鎧の留め具らしき金属片が、骨の間で軋み始めた。
錆びた刃の欠片が、水中でゆっくりと、立ち上がろうとする。
「……は?」
ソラが低く呟いた。
それはこれまで見てきた、どのモンスターの能力とも違っていた。
湖の王は、自分の手足ではなく湖そのものを――否、湖の底に積もった過去の遺物そのものを動かそうとしていた。
王が家臣に号令を下すように。
眠っていた過去の戦士たちに起床と奉仕を命じるように。
そして、湖縁の石畳の上にも、その号令は届いた。
湖に眠るあの骨たち。
湖縁の至る所に散らばっていた、過去の挑戦者の骸。
それらが、湖底の振動と同じリズムで震え始める。
ソラの靴の脇で、頭蓋が一つ転がった。
その頭蓋が転がるのを止めて――その空洞の眼窩が、ゆっくりとソラの方を向いた。
ソラと、頭蓋。
その視線が月光の柱の中で合った。
そして頭蓋の隣にあった肋骨が一本、地面から僅かに浮いた。
それからもう一本。
湖縁の至る所で、骨がゆっくりとその動きを真似て地面から剥がれ始める。
ソラは、その光景を静かに見据えた。
「……ああ、なるほど」
呟きは、誰に向けたものでもなかった。
過去の挑戦者の骸が、湖の王の意思によって動き始めている。
湖底に積もった無数の骨と、湖縁に散らばった骨と、それらが使用していた武器の全てが――湖の王の家臣として、ソラに向けられようとしていた。
自身が今までに踏み砕いてきた過去の戦士たちを使役すること。
それこそが彼の本当の力で――湖の王の本来の姿だった。
これまでの戦闘は、湖の王が片手間で片付けてきたに過ぎない。
これこそが正真正銘、過去何百年使用されたことのない、ベヒーモスの本当のチカラ。王の証明。
そして今――湖の王は、その王座から立ち上がろうとしていた。
骨が、鎧が、剣が、過去の誰かの残骸が宙を漂い始める。
それ等は全て、王の号令を待っている。
全軍突撃――そう声がかかるのを今か今かと待っているのだ。
そんな絶望的な光景の中でソラは――
「ははははははっはははははははははははっははははははははははっははッ!!!!」
嗤っていた。
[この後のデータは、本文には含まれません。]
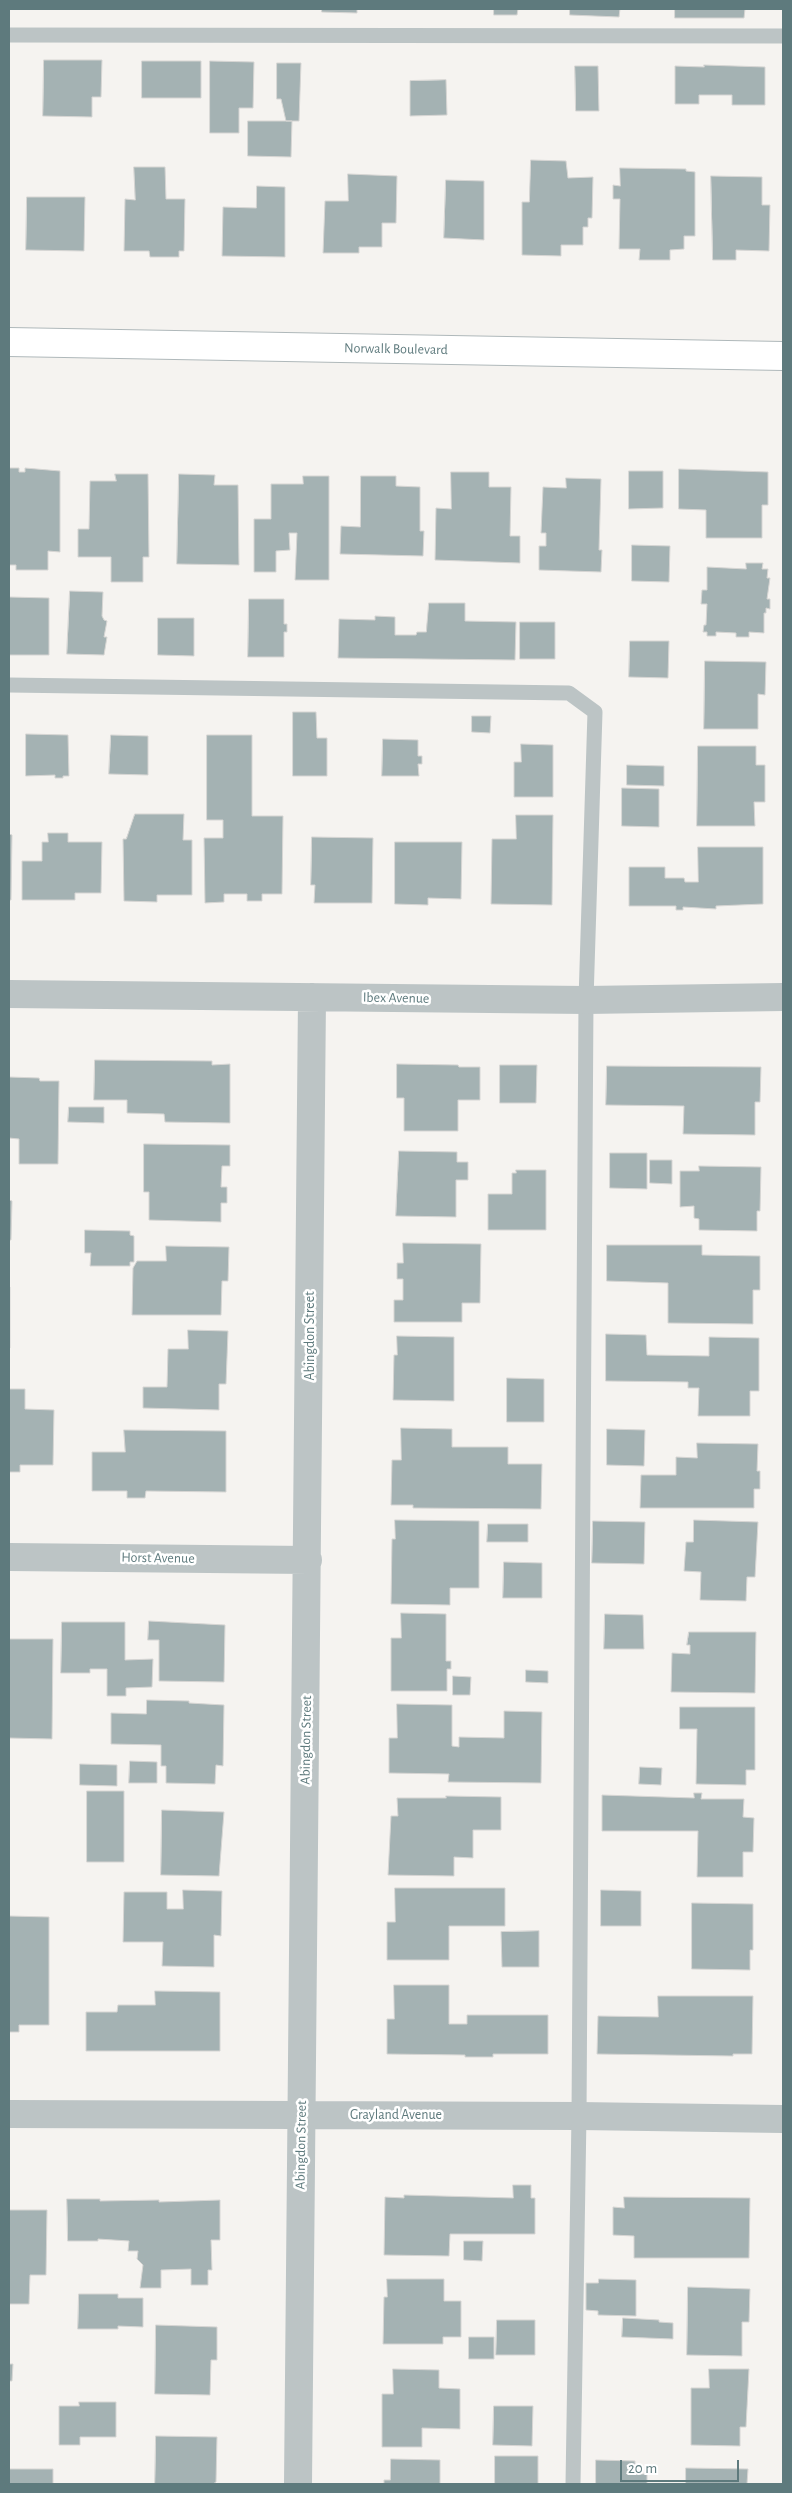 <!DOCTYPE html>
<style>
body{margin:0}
#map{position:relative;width:792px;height:2493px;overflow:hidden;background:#f5f3f0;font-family:"Alegreya Sans",sans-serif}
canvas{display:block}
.frame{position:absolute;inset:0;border:10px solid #5e7a7d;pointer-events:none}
.scale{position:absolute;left:620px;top:2460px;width:119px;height:22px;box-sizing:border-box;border:2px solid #5e7a7d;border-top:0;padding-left:6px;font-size:15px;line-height:18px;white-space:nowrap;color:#5e7a7d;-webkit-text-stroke:4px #fff;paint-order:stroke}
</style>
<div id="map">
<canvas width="792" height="2493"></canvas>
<div class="frame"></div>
<div class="scale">20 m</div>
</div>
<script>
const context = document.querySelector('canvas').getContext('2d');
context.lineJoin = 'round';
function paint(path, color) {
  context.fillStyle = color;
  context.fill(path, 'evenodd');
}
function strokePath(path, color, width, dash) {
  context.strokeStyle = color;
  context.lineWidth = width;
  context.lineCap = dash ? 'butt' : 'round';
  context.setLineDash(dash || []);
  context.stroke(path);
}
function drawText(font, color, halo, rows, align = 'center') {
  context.font = font + ' "Alegreya Sans",sans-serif';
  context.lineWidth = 5;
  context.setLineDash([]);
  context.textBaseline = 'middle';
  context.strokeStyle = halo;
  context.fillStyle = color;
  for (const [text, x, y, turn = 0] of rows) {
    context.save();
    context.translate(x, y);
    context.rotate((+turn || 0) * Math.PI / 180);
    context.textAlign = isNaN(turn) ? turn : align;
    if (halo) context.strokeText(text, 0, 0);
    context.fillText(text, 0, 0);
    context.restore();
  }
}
const building = new Path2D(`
 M322,9H357V13L322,12Z
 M494,9H537H518L517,15H494Z
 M570,9H620L619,17L570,15Z
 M675,9H745L744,18H675Z
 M44,60H102L101,97H92V117L43,116Z
 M142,61H201V98H142Z
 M210,61L254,62L253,108H239V133H210Z
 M277,63H301L299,121H286L281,99H277Z
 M704,65L765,67V105H732V95H699V104H675V66L704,67Z
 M575,66H598L599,111H576Z
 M446,80L447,115L410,116V81Z
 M248,121H292L291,157L248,156Z
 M531,160L566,161L568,178L593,177L592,218H588V227H583V245H561V256L522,255V202H529Z
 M134,167H165L166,199H185L184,251H179V257H150L149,251H124L125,199L135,200Z
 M620,168L686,169V171L695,172V236H684V249L670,250V260H639L640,249H619L620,199H613V185L620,186Z
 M348,174L397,176L396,223H382V247H359V253H323L325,201H348Z
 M711,176L762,177V205H770L769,251L736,250V260H713Z
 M446,180L484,181V240L444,238Z
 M257,186L285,187V257L222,256L223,207L256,208Z
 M27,197H85L84,251L26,250Z
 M9,468H19V472H25V468L60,471V552L48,551V570H16V565H9Z
 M679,469L768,472V505H762V538H706V510L679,509Z
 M629,471H663V508L629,509Z
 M451,472H489V487H511L510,536H520V563L435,560L436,508L451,509Z
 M115,474H148L149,557H143V582H111V557H78V529H89L90,481H116Z
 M179,474L215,475L214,485H238L239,565L177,564Z
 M303,476H329V580H295L297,533H289L290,550L276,551V572H254V519H271V484H303Z
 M361,476H396V486L420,487V531H424L423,556L340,554L341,526L360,527Z
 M566,478L601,479L599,550H602L601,572L539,570V546H546V533H541L543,487L566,488Z
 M632,545L670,546L669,582L632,581Z
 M746,563H763L762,569H768L767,578H770L767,599H770V609L766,608V613H764V633L749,632V637H736V633L716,632V636H707V632H703L704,625H706L707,604H701L702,590H707V567L746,569Z
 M70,591L103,592L102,616L104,620L107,621L104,637H107L104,655L67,654Z
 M9,597L49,598V655H9Z
 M249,599H284V624H287V632H284V657H248Z
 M429,603H465V621L516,622L515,660L338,658L339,619L375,620V616L395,617V635H416L417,632H426Z
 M158,618H194V656L158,655Z
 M520,622H555V659H520Z
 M630,641H669L668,678L629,677Z
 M705,661L766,662L765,695L758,694V729H704Z
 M293,712H316L317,738H327V776H293Z
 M472,716H491L490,733L472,732Z
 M26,734L68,735L69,776H63V778H55V775L26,776Z
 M111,735L148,736V775L109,774Z
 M207,735H252V816H283L282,894H262V901H247V894H224V902L205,903L204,838H223V820H207Z
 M383,739L418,740V756H422V764H418L419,776H382Z
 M521,744L553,745V797H514V762H521Z
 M698,746H756V765H765V802H754L755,826H697Z
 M627,765L664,766V786L627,785Z
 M622,788L659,789V827L622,826Z
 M135,814H184L183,840H192V895H157V902L124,901L123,839H126Z
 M516,815H553L552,905L491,904L492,839H516Z
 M48,833H68V842H102L101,893H75V900H22V861H42V842H48Z
 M9,834L12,835L11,900H9Z
 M312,837L373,838L372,903H314L315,885H311Z
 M395,842H462L461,899L428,898V905L395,904Z
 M698,847H763V904L716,906V909L683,907V910H676V906H629V867H665V878H684L685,882H698Z
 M95,1060L212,1061V1065L230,1064V1123L165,1122L164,1114L127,1113V1100H94Z
 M397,1064L458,1065L459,1067H480V1100H458V1131H404V1098H397Z
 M500,1065H537L536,1103H500Z
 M607,1066L761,1067L760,1102H755V1135L683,1134L684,1106L606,1105Z
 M9,1077L39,1078L40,1081H59L58,1164H19V1139L9,1138Z
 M69,1107H104V1123L68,1122Z
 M144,1144L230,1145V1166H222L221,1187H227V1203H221V1222L149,1220V1192H144Z
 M399,1151L457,1152V1162H468V1180H456V1217L396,1216Z
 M610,1153H647V1189L610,1188Z
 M650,1160H672V1184L650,1183Z
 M699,1166L761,1167L760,1211H757V1231L699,1230V1219L694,1218V1206L680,1207V1171H699Z
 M516,1170H546V1230H488V1194H512V1173H516Z
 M9,1200L12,1201L11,1240H9Z
 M85,1230L130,1231V1235L134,1236V1262H130V1266H90L91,1253H85Z
 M403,1243L481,1244L480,1303H462V1322H394V1300H403V1279H397V1263H403Z
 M607,1245H702V1255L760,1256V1290H753V1324L668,1323V1283L607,1281Z
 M166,1246L229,1247L228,1281H222L221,1315H132L133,1268L137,1261H166Z
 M9,1287H10V1348H9Z
 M188,1330L228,1331L226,1384H219V1410L143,1408V1387H167L168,1349H188Z
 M606,1334L646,1335L647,1355L709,1356V1337L759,1338V1391H750V1416H698L699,1388H688V1382L606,1381Z
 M397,1336L454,1337V1401L393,1400L394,1355H397Z
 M507,1378L544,1379V1422H507Z
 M9,1389H25V1409L54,1410L53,1465H20V1472H9Z
 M401,1428L452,1429V1447H508V1464H542L541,1509L413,1508V1505H391L392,1460H401Z
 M607,1429L645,1430L644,1466L607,1465Z
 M124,1430L226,1431V1492L146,1491L145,1498H127V1491H92V1452H125Z
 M697,1443L758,1444L757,1471H760V1489H754V1508H640L641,1475H676V1457L697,1458Z
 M395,1520L479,1521V1588H450V1605L391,1604L392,1539H395Z
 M694,1520L758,1522L755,1577H747L746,1601L700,1600L701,1572L684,1571L686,1542H693Z
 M593,1521L645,1522L644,1564L592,1563Z
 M488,1524H528V1542H487Z
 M504,1562L542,1563V1598H503Z
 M401,1613L446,1614V1661H451V1669H447V1691H391V1638H401Z
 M605,1614L643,1615L644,1649H604Z
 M149,1621L225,1625L224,1682L159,1681V1640H148Z
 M62,1622H125V1660L153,1659L152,1687L126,1688V1696H107V1669H90V1673H61Z
 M689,1632H756L755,1693L671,1692L672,1653L690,1654V1645H687Z
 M9,1639H53L52,1739L9,1738Z
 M526,1670L548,1671V1683L526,1682Z
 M453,1676L471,1677L470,1695H453Z
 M147,1700L189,1701V1703L224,1705L223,1766L216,1765L215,1784L166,1783V1766H161V1745L111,1744V1713L146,1714Z
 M397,1704L452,1705V1746L459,1747V1737L504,1738V1711L542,1712L541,1783L448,1782L449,1774L389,1773V1738H397Z
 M680,1707H755V1770H746V1785L696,1784L697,1729H680Z
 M130,1761L157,1762V1783H129Z
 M80,1764L117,1765V1786L80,1785Z
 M640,1767L662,1768L661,1785L639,1784Z
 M87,1791H124V1862H87Z
 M694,1793H702L701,1799H744L743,1817L754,1818L753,1852H743V1877H697L698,1831H602V1795L694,1798Z
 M446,1796L501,1797V1830H473V1858L454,1857V1876L388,1875L391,1816H398L397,1798H446Z
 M162,1810L224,1812L219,1876L161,1875Z
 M395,1888H505V1926H449V1960H387V1922H395Z
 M183,1890L222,1891L221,1936L214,1935V1967L162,1966L163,1942H123L124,1892H167V1909H183Z
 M601,1890L641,1891V1926H601Z
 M692,1903L753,1904V1950H750V1970L692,1969Z
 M9,1916L49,1917V2025H19V2032H9Z
 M539,1931V1967H502L501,1932Z
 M394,1985H449V2024H467V2015H548V2054H493V2057H465V2055L387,2054V2019H394Z
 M155,1991L220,1992V2051H86V2012H117L118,2005H155Z
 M658,1996H753L752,2054H733V2056L597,2054L598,2016L658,2017Z
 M513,2185H531V2198H535V2234H450L449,2256L384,2255L385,2197L404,2198V2195L513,2198Z
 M624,2197L750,2198L749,2258H634V2236L613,2235V2207L624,2208Z
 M67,2199H100V2201L159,2200V2202L220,2200V2240H211L212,2270H208V2285H191V2269L161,2270V2288H140L143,2265L137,2259L138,2251H128L129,2241L98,2239V2241H68Z
 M9,2210H47L46,2275H30L29,2304H9Z
 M464,2241H483L482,2261L464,2260Z
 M387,2279H444V2301H461V2337H443V2344H383L384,2297H387Z
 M599,2279L636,2280V2316L598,2315V2311L586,2310V2283H598Z
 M688,2287L750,2289L749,2322H742V2356L687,2355Z
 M79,2294H118V2298H143V2327L118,2326V2329H78Z
 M623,2318L659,2320V2322L673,2323V2339L622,2337Z
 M497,2320H535V2355H496Z
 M156,2325L217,2327V2360H211L210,2395L155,2394Z
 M469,2337H494V2359H469Z
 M9,2364H13L12,2381H9Z
 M393,2369L439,2370V2388L460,2389V2429L422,2428V2447H382V2394H393Z
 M709,2369H749L746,2427H740V2446L691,2445V2388H709Z
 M79,2402H116V2437H80V2445H59V2406H79Z
 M494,2406H533L532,2446L493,2445Z
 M156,2436L217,2437L216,2482L213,2484H155Z
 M495,2456H538V2484H495Z
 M391,2459L440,2460V2484H384V2480H390Z
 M596,2460L635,2461V2474H647V2484H596Z
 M686,2468L748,2469L747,2484H686Z
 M9,2469H53V2484H9Z`);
paint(building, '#a4b2b3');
strokePath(building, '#d6d5d3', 1);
const secondary = new Path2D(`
 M9,342L783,356`);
strokePath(secondary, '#afb8ba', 30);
strokePath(new Path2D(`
 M9,35L783,36
 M9,685L569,693L595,712L586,1000L579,2116L573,2484`), '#bcc4c5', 15);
strokePath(new Path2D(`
 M9,994L586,1000L783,997
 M9,1557L308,1560
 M9,2114L579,2116L783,2119
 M298,2484L312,997`), '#bcc4c5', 28);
strokePath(secondary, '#fff', 28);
drawText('14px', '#5e7a7d', '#fff', [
 ["Norwalk Boulevard",396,349,1],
 ["Ibex Avenue",396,998,1],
 ["Abingdon Street",310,1336,-90],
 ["Horst Avenue",158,1558,1],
 ["Abingdon Street",306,1740,-89],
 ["Grayland Avenue",396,2115],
 ["Abingdon Street",301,2145,-89]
]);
</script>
今までよりも高らかに。
その耳障りな大笑いに、五層の"王者"は顔を顰めて、首を持ち上げる。
周囲では、過去の挑戦者の骸が宙に整列していく。
ベヒーモスを倒した者は誰もいない。
過去、五層に挑んだ全ての挑戦者は――今、湖の王の家臣として、ソラの前に立っている。
数百年分の敗北。
その敗北のすべてが、湖の王の最後の手段として、ソラに向けられようとしていた。
それでも、ソラは嗤っていた。
「そんなこともできるんだなァ」
湖の王と、その千の家臣団。
対するは、湖縁の石畳に立つ、一人の人間。
――だが、それがどうした。
「全部、まとめてぶち壊してやる」
ソラが、低く、呟く。
第五層の最後の戦いが――今、始まろうとしていた。